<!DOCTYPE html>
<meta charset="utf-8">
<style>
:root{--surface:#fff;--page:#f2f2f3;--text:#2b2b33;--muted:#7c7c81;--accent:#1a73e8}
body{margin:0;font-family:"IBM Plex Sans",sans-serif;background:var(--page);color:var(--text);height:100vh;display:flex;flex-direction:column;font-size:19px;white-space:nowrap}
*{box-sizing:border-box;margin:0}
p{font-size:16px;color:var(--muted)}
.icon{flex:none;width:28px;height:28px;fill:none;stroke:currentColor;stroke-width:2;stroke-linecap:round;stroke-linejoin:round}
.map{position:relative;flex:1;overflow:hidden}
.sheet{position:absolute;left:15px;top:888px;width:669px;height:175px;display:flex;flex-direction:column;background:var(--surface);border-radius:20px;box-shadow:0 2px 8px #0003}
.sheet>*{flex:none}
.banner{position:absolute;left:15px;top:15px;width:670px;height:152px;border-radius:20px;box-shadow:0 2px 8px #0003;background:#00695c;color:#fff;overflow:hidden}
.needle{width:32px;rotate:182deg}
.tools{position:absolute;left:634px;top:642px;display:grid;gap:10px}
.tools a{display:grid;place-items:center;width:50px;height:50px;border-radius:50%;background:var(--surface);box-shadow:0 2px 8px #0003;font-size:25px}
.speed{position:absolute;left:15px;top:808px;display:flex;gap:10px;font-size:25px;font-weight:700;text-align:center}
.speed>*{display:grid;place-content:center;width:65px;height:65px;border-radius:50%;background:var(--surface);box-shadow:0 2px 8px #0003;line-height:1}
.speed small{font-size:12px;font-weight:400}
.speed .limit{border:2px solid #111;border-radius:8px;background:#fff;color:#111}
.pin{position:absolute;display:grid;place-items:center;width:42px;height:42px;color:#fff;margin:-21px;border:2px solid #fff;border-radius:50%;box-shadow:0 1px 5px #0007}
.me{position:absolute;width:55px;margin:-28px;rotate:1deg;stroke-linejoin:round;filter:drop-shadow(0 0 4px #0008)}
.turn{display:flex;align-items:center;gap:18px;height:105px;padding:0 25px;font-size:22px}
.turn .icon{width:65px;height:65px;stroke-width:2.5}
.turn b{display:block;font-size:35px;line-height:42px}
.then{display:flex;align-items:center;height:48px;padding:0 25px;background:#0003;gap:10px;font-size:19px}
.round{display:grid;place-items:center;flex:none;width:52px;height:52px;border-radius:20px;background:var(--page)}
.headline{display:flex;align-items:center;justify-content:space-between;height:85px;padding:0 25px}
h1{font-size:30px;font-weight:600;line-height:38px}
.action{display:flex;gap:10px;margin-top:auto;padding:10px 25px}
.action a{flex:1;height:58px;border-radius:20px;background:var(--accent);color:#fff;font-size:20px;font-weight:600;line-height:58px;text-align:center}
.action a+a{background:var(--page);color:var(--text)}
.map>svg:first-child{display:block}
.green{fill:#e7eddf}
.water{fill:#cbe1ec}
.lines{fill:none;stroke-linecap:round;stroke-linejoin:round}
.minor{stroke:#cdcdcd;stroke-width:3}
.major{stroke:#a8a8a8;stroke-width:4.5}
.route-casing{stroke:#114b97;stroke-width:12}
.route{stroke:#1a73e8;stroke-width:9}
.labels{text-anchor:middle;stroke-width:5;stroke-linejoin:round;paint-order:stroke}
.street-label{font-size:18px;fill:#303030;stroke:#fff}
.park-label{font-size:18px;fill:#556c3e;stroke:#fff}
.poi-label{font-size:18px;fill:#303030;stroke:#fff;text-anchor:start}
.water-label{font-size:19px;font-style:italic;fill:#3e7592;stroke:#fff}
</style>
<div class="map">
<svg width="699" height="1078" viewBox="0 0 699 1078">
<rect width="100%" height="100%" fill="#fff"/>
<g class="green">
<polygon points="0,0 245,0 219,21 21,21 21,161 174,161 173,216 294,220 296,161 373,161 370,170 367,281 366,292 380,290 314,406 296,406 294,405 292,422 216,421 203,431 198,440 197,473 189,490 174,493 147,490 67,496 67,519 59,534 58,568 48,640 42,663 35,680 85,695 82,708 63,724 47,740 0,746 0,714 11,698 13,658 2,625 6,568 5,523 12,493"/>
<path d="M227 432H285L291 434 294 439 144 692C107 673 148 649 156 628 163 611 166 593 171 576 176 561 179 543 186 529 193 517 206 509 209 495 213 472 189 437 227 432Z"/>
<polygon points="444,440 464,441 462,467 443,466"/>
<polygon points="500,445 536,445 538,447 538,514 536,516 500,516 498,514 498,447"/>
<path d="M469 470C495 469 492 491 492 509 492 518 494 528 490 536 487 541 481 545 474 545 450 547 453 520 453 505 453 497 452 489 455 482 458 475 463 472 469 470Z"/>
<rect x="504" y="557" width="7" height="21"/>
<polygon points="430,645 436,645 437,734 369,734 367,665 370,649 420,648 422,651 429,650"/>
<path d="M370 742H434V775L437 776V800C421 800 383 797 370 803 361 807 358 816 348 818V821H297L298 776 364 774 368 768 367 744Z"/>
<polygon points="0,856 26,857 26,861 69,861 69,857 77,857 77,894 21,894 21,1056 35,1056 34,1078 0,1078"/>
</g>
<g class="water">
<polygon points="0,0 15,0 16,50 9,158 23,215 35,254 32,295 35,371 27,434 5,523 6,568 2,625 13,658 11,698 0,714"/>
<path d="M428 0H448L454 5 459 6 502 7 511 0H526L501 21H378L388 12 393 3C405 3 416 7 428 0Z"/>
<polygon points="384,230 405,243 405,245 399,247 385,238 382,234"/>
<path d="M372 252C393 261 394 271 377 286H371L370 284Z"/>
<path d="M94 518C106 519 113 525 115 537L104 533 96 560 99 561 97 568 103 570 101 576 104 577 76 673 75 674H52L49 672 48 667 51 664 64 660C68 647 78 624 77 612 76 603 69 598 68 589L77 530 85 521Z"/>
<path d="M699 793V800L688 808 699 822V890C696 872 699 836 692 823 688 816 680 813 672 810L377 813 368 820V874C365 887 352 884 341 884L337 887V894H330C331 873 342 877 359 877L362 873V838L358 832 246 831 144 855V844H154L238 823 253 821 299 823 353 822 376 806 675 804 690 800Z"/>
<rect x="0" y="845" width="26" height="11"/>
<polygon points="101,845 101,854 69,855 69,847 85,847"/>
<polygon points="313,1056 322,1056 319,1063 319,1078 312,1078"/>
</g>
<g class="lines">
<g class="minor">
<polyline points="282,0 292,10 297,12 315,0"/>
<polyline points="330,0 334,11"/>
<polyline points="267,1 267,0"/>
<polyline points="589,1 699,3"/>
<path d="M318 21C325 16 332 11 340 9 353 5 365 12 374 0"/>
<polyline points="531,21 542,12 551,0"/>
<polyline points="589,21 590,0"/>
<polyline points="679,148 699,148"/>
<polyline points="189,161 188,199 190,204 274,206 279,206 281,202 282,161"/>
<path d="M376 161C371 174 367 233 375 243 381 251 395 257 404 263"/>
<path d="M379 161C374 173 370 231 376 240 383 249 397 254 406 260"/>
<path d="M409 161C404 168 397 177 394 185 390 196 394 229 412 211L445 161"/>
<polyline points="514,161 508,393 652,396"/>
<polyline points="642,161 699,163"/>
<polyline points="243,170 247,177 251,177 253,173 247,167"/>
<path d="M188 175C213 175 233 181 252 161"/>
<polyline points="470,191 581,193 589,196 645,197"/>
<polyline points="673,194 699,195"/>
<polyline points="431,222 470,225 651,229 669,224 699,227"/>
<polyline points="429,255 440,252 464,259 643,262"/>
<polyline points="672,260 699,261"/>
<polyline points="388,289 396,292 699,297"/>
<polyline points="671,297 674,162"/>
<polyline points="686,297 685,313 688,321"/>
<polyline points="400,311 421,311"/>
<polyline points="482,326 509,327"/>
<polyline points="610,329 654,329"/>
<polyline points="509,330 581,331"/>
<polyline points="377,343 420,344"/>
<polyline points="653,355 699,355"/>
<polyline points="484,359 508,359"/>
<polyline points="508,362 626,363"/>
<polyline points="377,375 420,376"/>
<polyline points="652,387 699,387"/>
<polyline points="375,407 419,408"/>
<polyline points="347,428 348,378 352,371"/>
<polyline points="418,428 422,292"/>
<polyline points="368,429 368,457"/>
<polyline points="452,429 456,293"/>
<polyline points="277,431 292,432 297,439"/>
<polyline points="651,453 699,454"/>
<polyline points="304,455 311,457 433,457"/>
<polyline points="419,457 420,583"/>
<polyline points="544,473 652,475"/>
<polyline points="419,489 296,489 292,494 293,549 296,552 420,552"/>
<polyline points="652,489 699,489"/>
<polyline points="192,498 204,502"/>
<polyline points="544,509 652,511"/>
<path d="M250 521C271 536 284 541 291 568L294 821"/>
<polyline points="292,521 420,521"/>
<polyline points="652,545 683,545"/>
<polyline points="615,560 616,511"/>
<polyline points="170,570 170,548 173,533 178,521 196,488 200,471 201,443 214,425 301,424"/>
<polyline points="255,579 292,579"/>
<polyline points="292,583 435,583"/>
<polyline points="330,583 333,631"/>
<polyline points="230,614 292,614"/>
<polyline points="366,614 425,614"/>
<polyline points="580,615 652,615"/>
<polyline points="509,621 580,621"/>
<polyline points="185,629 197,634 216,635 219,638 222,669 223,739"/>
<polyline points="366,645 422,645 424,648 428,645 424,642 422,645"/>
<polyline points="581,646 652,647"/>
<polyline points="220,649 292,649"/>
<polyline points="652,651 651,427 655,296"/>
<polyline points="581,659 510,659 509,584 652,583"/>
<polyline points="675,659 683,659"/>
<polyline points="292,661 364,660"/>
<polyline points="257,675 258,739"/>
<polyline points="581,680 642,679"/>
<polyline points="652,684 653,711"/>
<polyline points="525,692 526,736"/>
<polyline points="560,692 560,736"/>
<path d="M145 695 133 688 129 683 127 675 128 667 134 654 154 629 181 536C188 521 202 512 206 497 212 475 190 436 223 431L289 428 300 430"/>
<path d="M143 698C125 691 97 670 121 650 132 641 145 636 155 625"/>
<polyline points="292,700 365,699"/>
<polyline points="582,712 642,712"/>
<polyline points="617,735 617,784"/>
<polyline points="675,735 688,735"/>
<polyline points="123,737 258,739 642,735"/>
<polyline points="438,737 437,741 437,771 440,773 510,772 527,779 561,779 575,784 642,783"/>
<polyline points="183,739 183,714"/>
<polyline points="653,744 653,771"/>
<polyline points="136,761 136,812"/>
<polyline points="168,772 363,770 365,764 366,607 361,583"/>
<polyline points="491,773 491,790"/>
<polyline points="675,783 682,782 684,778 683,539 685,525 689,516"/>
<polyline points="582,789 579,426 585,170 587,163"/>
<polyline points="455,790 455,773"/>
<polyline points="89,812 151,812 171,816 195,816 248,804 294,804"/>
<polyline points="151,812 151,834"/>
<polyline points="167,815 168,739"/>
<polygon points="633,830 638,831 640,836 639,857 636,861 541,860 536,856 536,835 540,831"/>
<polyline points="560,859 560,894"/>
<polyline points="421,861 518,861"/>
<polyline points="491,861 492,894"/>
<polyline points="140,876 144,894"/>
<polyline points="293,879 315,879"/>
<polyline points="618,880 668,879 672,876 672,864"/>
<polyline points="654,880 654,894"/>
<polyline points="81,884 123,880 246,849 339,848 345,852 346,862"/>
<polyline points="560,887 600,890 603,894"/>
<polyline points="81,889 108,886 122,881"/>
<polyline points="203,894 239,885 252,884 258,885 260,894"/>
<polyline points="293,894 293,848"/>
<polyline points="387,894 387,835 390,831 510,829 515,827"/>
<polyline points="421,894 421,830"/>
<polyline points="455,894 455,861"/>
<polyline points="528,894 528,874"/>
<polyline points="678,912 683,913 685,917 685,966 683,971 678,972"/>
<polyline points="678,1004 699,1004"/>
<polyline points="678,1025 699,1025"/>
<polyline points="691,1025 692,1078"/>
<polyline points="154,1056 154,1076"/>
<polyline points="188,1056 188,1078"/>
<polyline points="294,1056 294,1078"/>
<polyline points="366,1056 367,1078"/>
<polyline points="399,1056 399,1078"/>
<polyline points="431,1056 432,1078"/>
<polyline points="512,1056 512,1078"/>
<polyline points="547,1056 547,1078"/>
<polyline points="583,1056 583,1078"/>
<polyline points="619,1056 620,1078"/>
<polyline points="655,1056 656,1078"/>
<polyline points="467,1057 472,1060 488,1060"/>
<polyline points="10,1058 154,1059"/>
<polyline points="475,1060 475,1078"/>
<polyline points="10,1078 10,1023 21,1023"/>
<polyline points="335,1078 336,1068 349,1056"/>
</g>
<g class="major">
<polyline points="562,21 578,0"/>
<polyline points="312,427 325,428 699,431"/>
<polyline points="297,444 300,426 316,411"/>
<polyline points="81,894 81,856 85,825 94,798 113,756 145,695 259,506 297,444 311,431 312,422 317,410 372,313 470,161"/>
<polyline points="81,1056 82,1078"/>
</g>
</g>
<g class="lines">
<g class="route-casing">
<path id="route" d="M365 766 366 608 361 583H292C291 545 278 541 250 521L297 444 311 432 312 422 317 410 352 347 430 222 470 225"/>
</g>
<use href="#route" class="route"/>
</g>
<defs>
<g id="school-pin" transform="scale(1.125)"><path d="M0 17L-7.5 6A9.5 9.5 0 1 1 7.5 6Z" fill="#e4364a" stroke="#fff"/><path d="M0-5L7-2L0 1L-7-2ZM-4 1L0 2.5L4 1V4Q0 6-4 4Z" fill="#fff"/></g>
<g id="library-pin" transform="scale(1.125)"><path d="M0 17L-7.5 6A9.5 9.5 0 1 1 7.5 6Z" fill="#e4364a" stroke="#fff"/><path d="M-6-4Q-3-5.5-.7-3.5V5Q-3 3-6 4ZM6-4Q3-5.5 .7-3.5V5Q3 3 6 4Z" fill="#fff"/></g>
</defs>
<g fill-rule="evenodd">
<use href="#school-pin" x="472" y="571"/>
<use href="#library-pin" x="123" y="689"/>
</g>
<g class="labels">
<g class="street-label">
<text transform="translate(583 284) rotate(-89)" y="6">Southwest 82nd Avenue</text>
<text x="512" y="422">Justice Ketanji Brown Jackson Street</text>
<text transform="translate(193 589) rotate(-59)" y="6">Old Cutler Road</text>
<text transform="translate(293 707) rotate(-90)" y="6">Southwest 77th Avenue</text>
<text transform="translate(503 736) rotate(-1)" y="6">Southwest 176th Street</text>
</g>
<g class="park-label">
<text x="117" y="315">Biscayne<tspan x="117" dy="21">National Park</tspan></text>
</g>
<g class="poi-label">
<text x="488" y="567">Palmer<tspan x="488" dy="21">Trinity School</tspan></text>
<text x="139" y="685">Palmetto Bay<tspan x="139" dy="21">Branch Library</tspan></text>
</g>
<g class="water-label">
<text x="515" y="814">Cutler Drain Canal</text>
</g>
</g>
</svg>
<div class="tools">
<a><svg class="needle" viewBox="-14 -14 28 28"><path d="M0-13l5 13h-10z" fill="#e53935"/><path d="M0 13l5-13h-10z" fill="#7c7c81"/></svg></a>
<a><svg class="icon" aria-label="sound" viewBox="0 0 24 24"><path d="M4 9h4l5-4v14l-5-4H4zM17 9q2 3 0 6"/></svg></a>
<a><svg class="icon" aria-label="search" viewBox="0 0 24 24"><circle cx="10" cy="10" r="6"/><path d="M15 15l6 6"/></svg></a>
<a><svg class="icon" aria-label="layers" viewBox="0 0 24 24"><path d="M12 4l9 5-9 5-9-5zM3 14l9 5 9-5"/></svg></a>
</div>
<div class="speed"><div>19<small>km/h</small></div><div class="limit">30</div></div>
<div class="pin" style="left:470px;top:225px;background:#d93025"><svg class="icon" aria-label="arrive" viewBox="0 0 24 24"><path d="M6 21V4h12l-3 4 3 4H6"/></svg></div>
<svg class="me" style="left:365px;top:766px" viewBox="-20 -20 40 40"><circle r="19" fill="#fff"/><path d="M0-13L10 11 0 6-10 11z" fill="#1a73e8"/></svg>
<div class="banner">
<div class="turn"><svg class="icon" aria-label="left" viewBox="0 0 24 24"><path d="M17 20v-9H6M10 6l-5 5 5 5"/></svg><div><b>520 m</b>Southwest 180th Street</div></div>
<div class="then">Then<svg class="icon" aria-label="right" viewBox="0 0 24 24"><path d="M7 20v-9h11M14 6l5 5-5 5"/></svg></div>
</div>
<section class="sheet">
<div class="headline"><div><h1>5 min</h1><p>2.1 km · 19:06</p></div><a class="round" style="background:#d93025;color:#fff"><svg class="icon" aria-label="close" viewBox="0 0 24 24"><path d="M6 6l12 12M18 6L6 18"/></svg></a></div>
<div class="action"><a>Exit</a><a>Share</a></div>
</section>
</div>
# # # # # # #
AIM OF THE TASK
From the first line of the data above to the line holding "solid #fff;border-radius:50%;box-shadow:0 1px", reproduce each line exactly; emit no other lines.

ANSWER AREA
<!DOCTYPE html>
<meta charset="utf-8">
<style>
:root{--surface:#fff;--page:#f2f2f3;--text:#2b2b33;--muted:#7c7c81;--accent:#1a73e8}
body{margin:0;font-family:"IBM Plex Sans",sans-serif;background:var(--page);color:var(--text);height:100vh;display:flex;flex-direction:column;font-size:19px;white-space:nowrap}
*{box-sizing:border-box;margin:0}
p{font-size:16px;color:var(--muted)}
.icon{flex:none;width:28px;height:28px;fill:none;stroke:currentColor;stroke-width:2;stroke-linecap:round;stroke-linejoin:round}
.map{position:relative;flex:1;overflow:hidden}
.sheet{position:absolute;left:15px;top:888px;width:669px;height:175px;display:flex;flex-direction:column;background:var(--surface);border-radius:20px;box-shadow:0 2px 8px #0003}
.sheet>*{flex:none}
.banner{position:absolute;left:15px;top:15px;width:670px;height:152px;border-radius:20px;box-shadow:0 2px 8px #0003;background:#00695c;color:#fff;overflow:hidden}
.needle{width:32px;rotate:182deg}
.tools{position:absolute;left:634px;top:642px;display:grid;gap:10px}
.tools a{display:grid;place-items:center;width:50px;height:50px;border-radius:50%;background:var(--surface);box-shadow:0 2px 8px #0003;font-size:25px}
.speed{position:absolute;left:15px;top:808px;display:flex;gap:10px;font-size:25px;font-weight:700;text-align:center}
.speed>*{display:grid;place-content:center;width:65px;height:65px;border-radius:50%;background:var(--surface);box-shadow:0 2px 8px #0003;line-height:1}
.speed small{font-size:12px;font-weight:400}
.speed .limit{border:2px solid #111;border-radius:8px;background:#fff;color:#111}
.pin{position:absolute;display:grid;place-items:center;width:42px;height:42px;color:#fff;margin:-21px;border:2px solid #fff;border-radius:50%;box-shadow:0 1px 5px #0007}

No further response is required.